Streaming Data Ingestion

On this page, you will:

Understand when to use streaming vs batch ingestion
Learn Kafka/Confluent fundamentals
Survey real-time use cases (clickstreams, IoT, CDC)
Review deployment options (Confluent Cloud vs self-hosted)
Plan your streaming infrastructure

Overview

You've built batch data pipelines that load data on schedules (hourly, daily). But some use cases require real-time data - within seconds of events occurring. This is where streaming data ingestion excels.

Streaming ingestion processes data continuously as events happen, rather than waiting for the next scheduled batch run.
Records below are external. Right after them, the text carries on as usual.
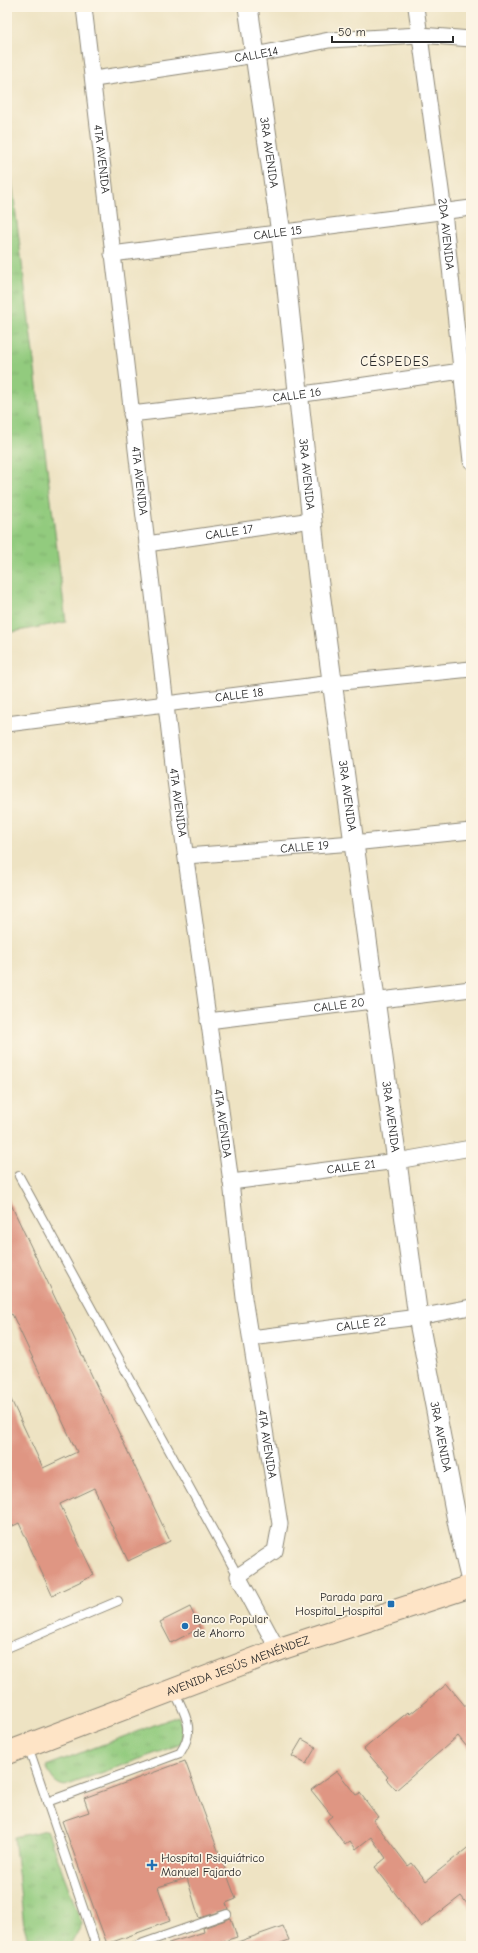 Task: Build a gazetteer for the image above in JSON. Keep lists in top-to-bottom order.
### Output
{
  "streets": {
    "main road": ["AVENIDA JESÚS MENÉNDEZ"],
    "street": [
      "CALLE14",
      "3RA AVENIDA",
      "4TA AVENIDA",
      "CALLE 15",
      "2DA AVENIDA",
      "CALLE 16",
      "CALLE 17",
      "CALLE 18",
      "CALLE 19",
      "CALLE 20",
      "CALLE 21",
      "CALLE 22"
    ]
  },
  "crossings": [
    ["CALLE14", "3RA AVENIDA"],
    ["CALLE14", "4TA AVENIDA"],
    ["CALLE14", "2DA AVENIDA"],
    ["3RA AVENIDA", "CALLE 15"],
    ["3RA AVENIDA", "CALLE 16"],
    ["3RA AVENIDA", "CALLE 17"],
    ["3RA AVENIDA", "CALLE 18"],
    ["3RA AVENIDA", "CALLE 19"],
    ["3RA AVENIDA", "CALLE 20"],
    ["3RA AVENIDA", "CALLE 21"],
    ["3RA AVENIDA", "CALLE 22"],
    ["4TA AVENIDA", "CALLE 15"],
    ["4TA AVENIDA", "CALLE 16"],
    ["4TA AVENIDA", "CALLE 17"],
    ["4TA AVENIDA", "CALLE 18"],
    ["4TA AVENIDA", "CALLE 19"],
    ["4TA AVENIDA", "CALLE 20"],
    ["4TA AVENIDA", "CALLE 21"],
    ["4TA AVENIDA", "CALLE 22"],
    ["CALLE 15", "2DA AVENIDA"],
    ["2DA AVENIDA", "CALLE 16"]
  ],
  "districts": ["CÉSPEDES"],
  "places": {
    "transit": ["Parada para Hospital_Hospital"],
    "other": ["Banco Popular de Ahorro"],
    "health": ["Hospital Psiquiátrico Manuel Fajardo"]
  },
  "scale_bar": "50 m"
}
┌─────────────────────────────────────────────────────────────────────────┐
│                    STREAMING DATA INGESTION                             │
├─────────────────────────────────────────────────────────────────────────┤
│                                                                         │
│  Event Sources         Kafka/Confluent       Snowflake                 │
│  ──────────────        ───────────────       ─────────                 │
│                                                                         │
│  ┌──────────────┐     ┌──────────────┐      ┌──────────────┐          │
│  │ Web clicks   │────▶│              │      │              │          │
│  │ Mobile app   │────▶│  Kafka       │─────▶│  Snowpipe    │          │
│  │ IoT sensors  │────▶│  Topics      │      │  Streaming   │          │
│  │ DB changes   │────▶│              │      │              │          │
│  │ (CDC)        │     │              │      │  STREAMING   │          │
│  └──────────────┘     └──────────────┘      │  database    │          │
│                              │               └──────────────┘          │
│                              │                      │                  │
│                              ▼                      ▼                  │
│                       ┌──────────────┐      ┌──────────────┐          │
│                       │ Schema       │      │ dbt          │          │
│                       │ Registry     │      │ incremental  │          │
│                       │ (Avro/Proto) │      │ models       │          │
│                       └──────────────┘      └──────────────┘          │
│                                                                         │
│  Latency: Seconds (not hours)                                          │
│  Use case: Real-time dashboards, fraud detection, operational analytics│
│                                                                         │
└─────────────────────────────────────────────────────────────────────────┘

Streaming vs Batch Ingestion

When to Use Streaming

✅ Use streaming when:

Latency matters — need data within seconds/minutes (not hours)
High event volume — thousands of events per second
Real-time decision-making — fraud detection, dynamic pricing, alerting
Event-driven workflows — trigger actions based on specific events
Audit trails — capture every state change in a database

Examples: - Clickstream analytics (user behaviour tracking) - IoT sensor data (temperature, location, machine telemetry) - Fraud detection (flag suspicious transactions immediately) - Change Data Capture (replicate database changes in real-time) - Real-time dashboards (live KPIs updating every second)

When to Use Batch

✅ Use batch when:

Hourly/daily is sufficient — don't need sub-minute latency
Lower event volume — hundreds/thousands of events per day
Source system doesn't support streaming — APIs with rate limits, databases without CDC
Simpler infrastructure — avoid Kafka cluster management

Examples: - Daily sales reports - Weekly reference data updates (currencies, product catalogues) - SaaS platform data (HubSpot, Salesforce) loaded nightly - Historical data backfills

Comparison

Aspect	Batch (dlt/Airbyte)	Streaming (Kafka)
Latency	Minutes to hours	Seconds
Volume	Low to medium	High
Infrastructure	Simple	Complex (Kafka cluster)
Cost	Lower	Higher
Use cases	Reports, analytics	Real-time dashboards, alerts
Setup complexity	Low	Medium to high
When data arrives	On schedule	Continuously

You need both: Use streaming for real-time operational data, batch for everything else.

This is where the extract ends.